Carmen De Stasio ░ Meditazione cloisonnée sul racconto di Ignazio Apolloni



Un’annotazione di viaggio. Il reportage di un’esperienza.
Nelle divagazioni temporali esiste uno spazio concomitante con le traiettorie che si diramano a partire da un guscio distante. Talune si divincolano dalla mente puntando per inerzia verso l’oscurità; altre restano imbrigliate nei circuiti della memoria lontana, pronte a riaffiorare vivaci come porzioni di segmenti in un presente assoluto, irrintracciabile tra le asperità dello spazio visibile. Esplosive ombre nelle intercapedini della coscienza.

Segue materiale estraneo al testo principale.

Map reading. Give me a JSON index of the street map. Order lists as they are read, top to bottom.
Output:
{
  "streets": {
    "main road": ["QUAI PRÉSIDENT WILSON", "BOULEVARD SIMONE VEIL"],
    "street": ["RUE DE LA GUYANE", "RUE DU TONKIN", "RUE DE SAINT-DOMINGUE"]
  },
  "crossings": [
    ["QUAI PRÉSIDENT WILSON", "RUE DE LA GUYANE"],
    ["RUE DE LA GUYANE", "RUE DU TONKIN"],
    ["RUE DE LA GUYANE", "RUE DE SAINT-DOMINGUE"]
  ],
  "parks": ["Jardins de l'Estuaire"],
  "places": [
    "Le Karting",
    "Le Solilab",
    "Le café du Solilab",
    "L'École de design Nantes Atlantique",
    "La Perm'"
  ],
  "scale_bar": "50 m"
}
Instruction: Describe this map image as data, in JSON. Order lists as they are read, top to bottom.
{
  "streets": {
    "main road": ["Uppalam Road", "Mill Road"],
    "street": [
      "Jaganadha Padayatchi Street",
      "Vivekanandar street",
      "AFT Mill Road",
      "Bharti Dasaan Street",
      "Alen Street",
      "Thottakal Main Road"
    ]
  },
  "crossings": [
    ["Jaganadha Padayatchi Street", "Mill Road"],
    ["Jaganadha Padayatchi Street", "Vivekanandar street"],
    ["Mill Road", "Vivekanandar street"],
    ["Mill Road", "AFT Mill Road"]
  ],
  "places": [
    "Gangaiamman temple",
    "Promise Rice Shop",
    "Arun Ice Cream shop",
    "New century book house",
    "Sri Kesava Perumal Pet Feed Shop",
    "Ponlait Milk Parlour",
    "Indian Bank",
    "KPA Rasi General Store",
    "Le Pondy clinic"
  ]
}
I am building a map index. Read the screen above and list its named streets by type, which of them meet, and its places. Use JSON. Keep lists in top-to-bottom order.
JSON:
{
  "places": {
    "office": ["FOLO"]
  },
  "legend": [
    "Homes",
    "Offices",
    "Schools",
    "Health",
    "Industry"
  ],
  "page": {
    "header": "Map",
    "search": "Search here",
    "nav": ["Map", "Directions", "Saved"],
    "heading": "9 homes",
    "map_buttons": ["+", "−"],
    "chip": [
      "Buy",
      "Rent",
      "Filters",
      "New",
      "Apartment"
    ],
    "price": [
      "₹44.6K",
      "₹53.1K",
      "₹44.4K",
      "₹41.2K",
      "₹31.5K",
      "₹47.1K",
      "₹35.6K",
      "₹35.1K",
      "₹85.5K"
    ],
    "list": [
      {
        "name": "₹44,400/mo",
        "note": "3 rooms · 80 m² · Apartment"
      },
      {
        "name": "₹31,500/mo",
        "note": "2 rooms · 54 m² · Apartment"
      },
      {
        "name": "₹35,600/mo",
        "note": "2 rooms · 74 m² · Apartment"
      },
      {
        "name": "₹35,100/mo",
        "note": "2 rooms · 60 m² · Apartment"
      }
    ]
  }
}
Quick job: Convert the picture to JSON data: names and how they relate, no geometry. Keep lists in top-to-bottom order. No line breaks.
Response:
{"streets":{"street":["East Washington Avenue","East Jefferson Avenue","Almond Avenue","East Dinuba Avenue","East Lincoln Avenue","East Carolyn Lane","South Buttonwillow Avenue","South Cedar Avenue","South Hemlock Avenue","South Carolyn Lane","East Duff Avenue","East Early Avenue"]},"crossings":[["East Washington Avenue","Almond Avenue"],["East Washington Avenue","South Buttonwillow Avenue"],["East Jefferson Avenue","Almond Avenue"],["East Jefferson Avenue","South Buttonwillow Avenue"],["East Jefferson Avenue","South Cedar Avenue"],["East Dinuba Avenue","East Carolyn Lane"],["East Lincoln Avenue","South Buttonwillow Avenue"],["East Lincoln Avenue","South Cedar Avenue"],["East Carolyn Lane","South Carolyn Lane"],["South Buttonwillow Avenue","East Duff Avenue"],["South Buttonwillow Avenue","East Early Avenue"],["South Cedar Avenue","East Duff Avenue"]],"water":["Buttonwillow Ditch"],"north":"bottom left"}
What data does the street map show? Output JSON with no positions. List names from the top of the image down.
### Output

Nel vorticare mai sfiancante, nel fremito di una mente che diffonde meditazioni sulla carta, Ignazio Apolloni avviluppa l’attenzione nel mistero che sta per essere svelato. Ogni volta é così, fin quando non si realizza occhi sgranati e fiato sospeso che é tutto talmente sereno e semplice da sentirsi stolti a non aver riflettuto su una considerazione fondamentale: la straordinarietà delle cose é nella disarmante squisitezza delle cose stesse.
Vivace e illuminato lungo la scia di pragmatica conversazione con le circostanze scandagliate fin nelle dimensioni infinitesimali, Apolloni ingentilisce e rende storia unica una semplice percorrenza. Un dato di fatto. Una traccia inequivocabile nella sequenzialità degli eventi. Lo stampo originale per connotare di vitalità la sua esistenza.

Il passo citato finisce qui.